The One Nation leader said she had five electorate officers – the standard number of staff assigned to each MP – who typically handle constituency matters, media and stakeholders rather than legislation.
More senior, higher-paid staff are allocated at the prime minister’s discretion.
Hanson said she had two parliamentary advisers, compared with Greens leader Larissa Waters’ 15, and the prime minister’s 59.
Independent senator David Pocock said on Tuesday that he had been forced to fundraise to employ additional staff to keep up. He said his office was busier than ever, and received more than 1200 emails every week.
“I have consistently argued for personal staffing allocations to be set independently against a needs-based formula, rather than by the prime minister of the day. This, to me, seems the fairest approach,” he said.

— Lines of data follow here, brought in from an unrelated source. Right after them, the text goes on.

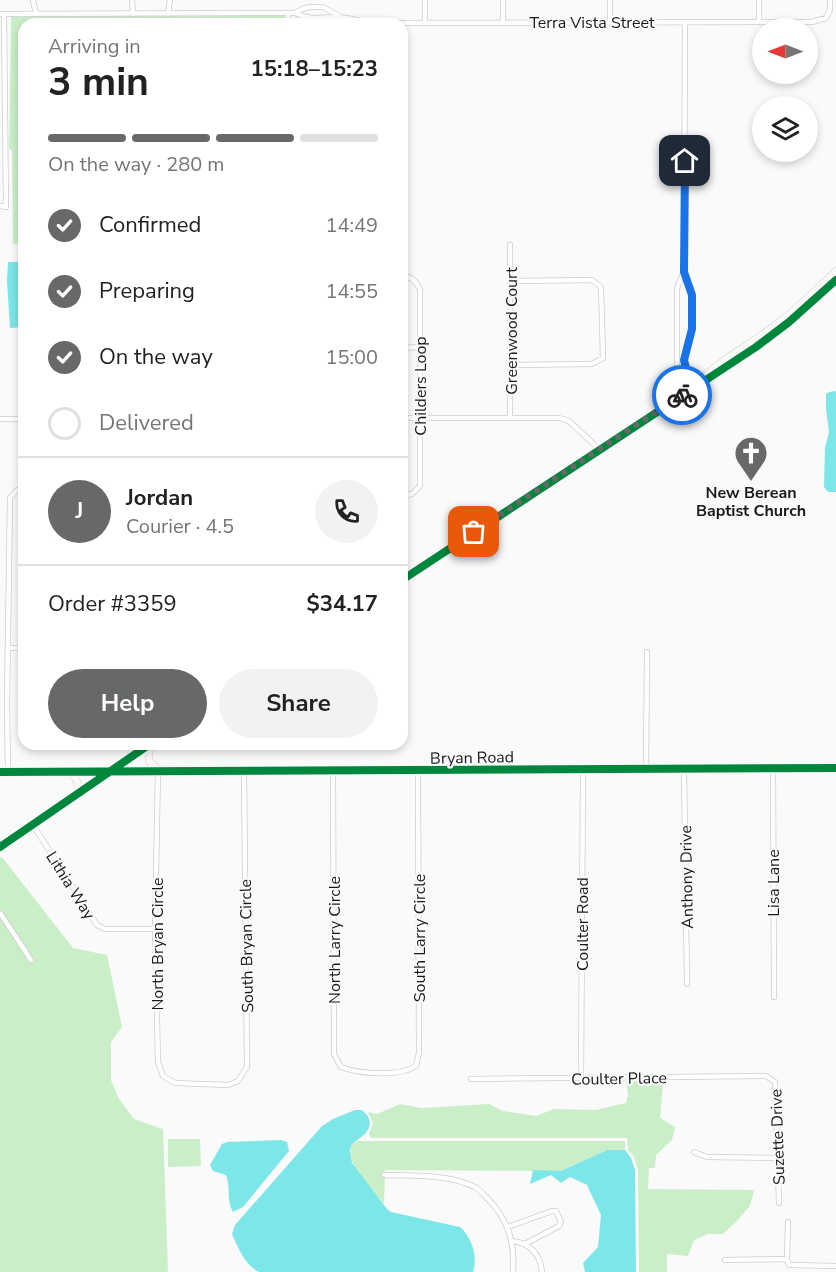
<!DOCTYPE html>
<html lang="en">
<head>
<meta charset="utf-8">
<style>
  body { margin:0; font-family:"Nunito Sans",sans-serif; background:#f2f2f2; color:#222; height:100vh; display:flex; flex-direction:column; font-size:22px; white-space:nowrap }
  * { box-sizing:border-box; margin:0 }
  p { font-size:20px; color:#767676 }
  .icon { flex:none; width:33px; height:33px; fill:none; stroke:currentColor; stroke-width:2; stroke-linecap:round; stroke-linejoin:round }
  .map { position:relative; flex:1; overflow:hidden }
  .panel { position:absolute; left:18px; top:18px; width:390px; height:732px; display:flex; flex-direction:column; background:#fff; border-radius:18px; box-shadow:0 3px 9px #0003 }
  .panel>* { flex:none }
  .needle { width:39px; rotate:270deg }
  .buttons { position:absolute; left:752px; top:18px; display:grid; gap:12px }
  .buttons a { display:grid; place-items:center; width:66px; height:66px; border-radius:50%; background:#fff; box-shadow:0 3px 9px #0003; font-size:30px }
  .pin { position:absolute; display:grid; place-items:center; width:51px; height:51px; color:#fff; margin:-26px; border-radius:12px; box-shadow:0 3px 9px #0006 }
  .courier { position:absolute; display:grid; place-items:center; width:60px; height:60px; margin:-30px; border:4px solid #1a73e8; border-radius:50%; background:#fff; color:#222; box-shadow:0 2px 8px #0007 }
  .headline em { font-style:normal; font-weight:700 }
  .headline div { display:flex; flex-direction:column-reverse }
  .headline { display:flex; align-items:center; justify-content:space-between; height:102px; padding:0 30px }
  h1 { font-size:39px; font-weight:700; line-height:45px }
  .bar { display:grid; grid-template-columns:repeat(4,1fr); gap:9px 6px; align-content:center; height:72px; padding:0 30px }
  .bar i { height:8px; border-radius:4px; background:#e0e0e0 }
  .bar .active { background:#676868 }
  .bar p { grid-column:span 4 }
  .line { display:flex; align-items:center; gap:15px; padding:0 30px; border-top:2px solid #e0e0e0 }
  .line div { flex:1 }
  .round { display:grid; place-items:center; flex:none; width:63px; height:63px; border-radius:32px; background:#f2f2f2 }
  ol { padding:0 30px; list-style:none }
  li { display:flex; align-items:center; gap:18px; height:66px }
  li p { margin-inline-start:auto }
  li .icon { padding:6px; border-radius:50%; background:#676868; color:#fff; stroke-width:4 }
  li:last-child { color:#767676 }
  li i { width:33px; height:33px; border:3px solid #e0e0e0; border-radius:50% }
  .primary-button { display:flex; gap:12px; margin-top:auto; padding:12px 30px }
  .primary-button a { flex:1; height:69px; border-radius:36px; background:#676868; color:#fff; font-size:24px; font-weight:700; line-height:69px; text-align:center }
  .primary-button a+a { background:#f2f2f2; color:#222 }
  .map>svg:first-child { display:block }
</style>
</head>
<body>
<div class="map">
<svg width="836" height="1272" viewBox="0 0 836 1272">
  <rect width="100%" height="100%" fill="#fafafa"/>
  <path fill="#caefc8" d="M284,16L285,24H24V243L13,244L12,150L9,149L11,17Z
    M2,857L73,948L107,955L122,1027L111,1042V1080L119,1099L134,1119L163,1129L168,1272H0V858Z
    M626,1081H662L663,1084L660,1118L675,1127L672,1140L656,1155L655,1168H649L648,1189L754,1190L750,1206L736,1222L723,1234H708L694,1240L688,1256L667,1254V1272H639L638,1170L634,1157L628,1150L627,1138H371L369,1134L373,1123L368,1112L377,1114L400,1104L421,1108L489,1104L503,1111L536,1116L554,1109L596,1110L626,1103L628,1095Z
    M168,1139H200L201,1166L168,1167Z
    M357,1141H625V1150H607L561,1171L385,1170L384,1204C371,1188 345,1167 352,1144Z"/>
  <path fill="#7de6e9" d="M8,262H24V327L10,328L7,281Z
    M836,391V492H828L824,487L825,448L829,432L826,409V394L829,392Z
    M355,1110H362L368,1116L370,1123L369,1128L365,1134L352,1144L350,1150L352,1163L387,1209L391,1212L460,1227C472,1237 478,1257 473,1272H259C245,1265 238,1248 232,1234L235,1225L322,1126L333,1119Z
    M281,1140L287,1142L289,1151L243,1207L233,1212C226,1200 231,1187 226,1175L213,1171L210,1165L222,1144L227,1142Z
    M607,1150H625L631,1158L635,1170L636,1272H585L583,1263L598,1247L601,1215L587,1185L570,1177L561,1183L551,1175L530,1184L533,1170L561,1171Z"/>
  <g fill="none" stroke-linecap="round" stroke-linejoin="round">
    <defs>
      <path id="street" d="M33,0L36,14
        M132,0L133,14
        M503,0V22
        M759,0V22
        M288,13V24
        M295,13C310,21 321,17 337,17C347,17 359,21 370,23L812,22L826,18L830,10V0
        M0,14L288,13H295L302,9L310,7H323L339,16
        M168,14L170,0
        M425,22V0
        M610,22V0
        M685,22L684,271L692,295V329L684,360L691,388
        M0,206L6,207L4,14
        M510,245V418
        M684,271L677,288V370L678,377L691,388
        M402,276C411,276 416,281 420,289V486L412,494L402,496
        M402,348L420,347
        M510,365L592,364L603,358L601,287L592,280L511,281
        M402,418H559L569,421L599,449
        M0,419H24
        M9,648H24
        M773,768L774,997
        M684,769L687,984
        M158,770L155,929L158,1062L163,1076L175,1083L228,1085L238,1081L247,1067L244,770
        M646,770L647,652
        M333,771L334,1054L341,1067C360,1074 399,1077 416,1066L419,1053L418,771
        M8,772L7,704L10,498L16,491L24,487
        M33,825L97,925L105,929H155
        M0,913L31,960
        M471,1079L766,1076L775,1082L779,1203
        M581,1079L583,770
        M694,1152L707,1157L778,1158
        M384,1175C413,1176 448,1174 475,1187C480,1190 485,1196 489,1200C509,1221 515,1244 513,1272
        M508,1227L552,1211H556L561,1222L559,1226L525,1244
        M512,1241C530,1243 540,1254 542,1272
        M787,1259L788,1222
        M725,1260L787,1259L789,1265H792L836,1266"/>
      <path id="secondary" d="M698,382C717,363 740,350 762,335C789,316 813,294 836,271
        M402,580L756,347L789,322L836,280
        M152,744L149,752V761L158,769
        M67,771C77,776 80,785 76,795
        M0,772L836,768
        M0,847L150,744"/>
    </defs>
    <use href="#street" stroke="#cdcdcd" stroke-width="6"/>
    <use href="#secondary" stroke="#cdcdcd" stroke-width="8"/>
    <use href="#street" stroke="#fefefe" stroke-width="4.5"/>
    <use href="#secondary" stroke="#fbf8f7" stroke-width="7"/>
    <defs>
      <path id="cycleway" d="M402,580L756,347L789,322L836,280
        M0,772L836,768
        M0,847L150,744"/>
    </defs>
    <use href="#cycleway" stroke="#f9fafb" stroke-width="11"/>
    <use href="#cycleway" stroke="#00873e" stroke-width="8"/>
  </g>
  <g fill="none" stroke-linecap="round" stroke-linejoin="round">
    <path stroke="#676868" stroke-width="6" stroke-dasharray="0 10.8" d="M474,532L682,395"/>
    <path stroke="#1a73e8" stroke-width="8" d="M682,395L691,388L684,360L692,329V295L684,272L685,161"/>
  </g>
  <defs>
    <symbol id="church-pin" viewBox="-11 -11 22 30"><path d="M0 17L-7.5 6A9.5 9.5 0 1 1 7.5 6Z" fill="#676868" stroke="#f9fafb"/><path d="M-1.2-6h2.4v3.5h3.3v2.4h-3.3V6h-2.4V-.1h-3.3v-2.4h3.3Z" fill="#fff"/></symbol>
  </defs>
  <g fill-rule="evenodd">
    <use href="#church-pin" x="732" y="434" width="38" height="52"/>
  </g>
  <g text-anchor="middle" stroke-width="4.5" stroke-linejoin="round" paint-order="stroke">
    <g font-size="16" fill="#181919" stroke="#f9fafb">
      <text x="592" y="28">Terra Vista Street</text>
      <text transform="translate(511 331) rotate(-90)" y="6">Greenwood Court</text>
      <text transform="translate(420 386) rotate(-90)" y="6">Childers Loop</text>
      <text transform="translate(472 757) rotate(-1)" y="6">Bryan Road</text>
      <text transform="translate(686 877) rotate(-91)" y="6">Anthony Drive</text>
      <text transform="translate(773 883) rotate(-90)" y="6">Lisa Lane</text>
      <text transform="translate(71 885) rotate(58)" y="6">Lithia Way</text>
      <text transform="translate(582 924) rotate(-90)" y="6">Coulter Road</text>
      <text transform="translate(419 938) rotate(-90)" y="6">South Larry Circle</text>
      <text transform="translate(334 940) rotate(-90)" y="6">North Larry Circle</text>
      <text transform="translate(157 944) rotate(-90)" y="6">North Bryan Circle</text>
      <text transform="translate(246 946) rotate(-91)" y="6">South Bryan Circle</text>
      <text transform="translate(619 1078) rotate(-1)" y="6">Coulter Place</text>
      <text transform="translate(777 1137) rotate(-92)" y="6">Suzette Drive</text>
    </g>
    <g font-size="16" font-weight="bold" fill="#181919" stroke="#f9fafb">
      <text x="751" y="498">New Berean<tspan x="751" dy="18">Baptist Church</tspan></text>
    </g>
  </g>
</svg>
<div class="buttons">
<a><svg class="needle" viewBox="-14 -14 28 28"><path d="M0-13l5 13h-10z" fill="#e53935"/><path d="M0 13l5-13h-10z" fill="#767676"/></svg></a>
<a><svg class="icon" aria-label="layers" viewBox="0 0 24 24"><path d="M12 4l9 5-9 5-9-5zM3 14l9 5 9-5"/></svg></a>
</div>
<div class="pin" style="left:474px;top:532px;background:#ea580c"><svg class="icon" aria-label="bag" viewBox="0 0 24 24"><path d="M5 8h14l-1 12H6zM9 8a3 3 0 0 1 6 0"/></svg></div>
<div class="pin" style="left:685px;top:161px;background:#1f2937"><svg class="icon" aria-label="home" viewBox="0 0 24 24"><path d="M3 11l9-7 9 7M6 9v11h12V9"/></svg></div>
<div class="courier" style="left:682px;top:395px"><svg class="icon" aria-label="bike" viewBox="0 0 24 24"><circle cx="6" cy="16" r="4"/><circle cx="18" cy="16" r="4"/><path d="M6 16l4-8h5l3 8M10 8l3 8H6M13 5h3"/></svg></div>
<section class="panel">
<div class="headline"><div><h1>3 min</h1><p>Arriving in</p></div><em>15:18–15:23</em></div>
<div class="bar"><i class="active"></i><i class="active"></i><i class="active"></i><i></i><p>On the way · 280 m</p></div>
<ol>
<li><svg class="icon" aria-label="check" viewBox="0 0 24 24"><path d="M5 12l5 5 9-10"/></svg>Confirmed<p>14:49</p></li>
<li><svg class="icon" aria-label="check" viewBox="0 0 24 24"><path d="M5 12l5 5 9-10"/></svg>Preparing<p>14:55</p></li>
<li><svg class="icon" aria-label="check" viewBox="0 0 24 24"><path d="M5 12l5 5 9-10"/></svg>On the way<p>15:00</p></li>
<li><i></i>Delivered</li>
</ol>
<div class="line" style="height:108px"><b class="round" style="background:#676868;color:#fff">J</b><div><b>Jordan</b><p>Courier · 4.5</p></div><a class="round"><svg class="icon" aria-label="phone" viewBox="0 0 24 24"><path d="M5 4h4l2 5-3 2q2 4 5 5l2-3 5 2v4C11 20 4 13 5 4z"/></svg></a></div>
<div class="line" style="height:78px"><div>Order #3359</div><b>$34.17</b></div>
<div class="primary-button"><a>Help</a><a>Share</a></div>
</section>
</div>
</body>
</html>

The Coalition joined the outcry last year over staffing allocation – joining the protests already issued by crossbenchers including Pocock, Lidia Thorpe and Jacqui Lambie.
Independent senator Fatima Payman has accused the prime minister of withholding staff to punish her for defecting from Labor.
Liberal senator Andrew Bragg claims Albanese has tried to leverage the staffing allocations for political favours, offering former opposition leader Sussan Ley extra resources in exchange for her support for since-abandoned freedom-of-information restrictions.
A government spokesperson said Labor had already provided extra staff to assist with increasing workloads. The government gave every MP an extra electoral staffer in the previous parliament, taking the total to five, before last year’s cuts to senior advisers.
“Staffing allocations are made based on a range of considerations. Where additional resources are allocated, they are done so with careful consideration,” the spokesperson said.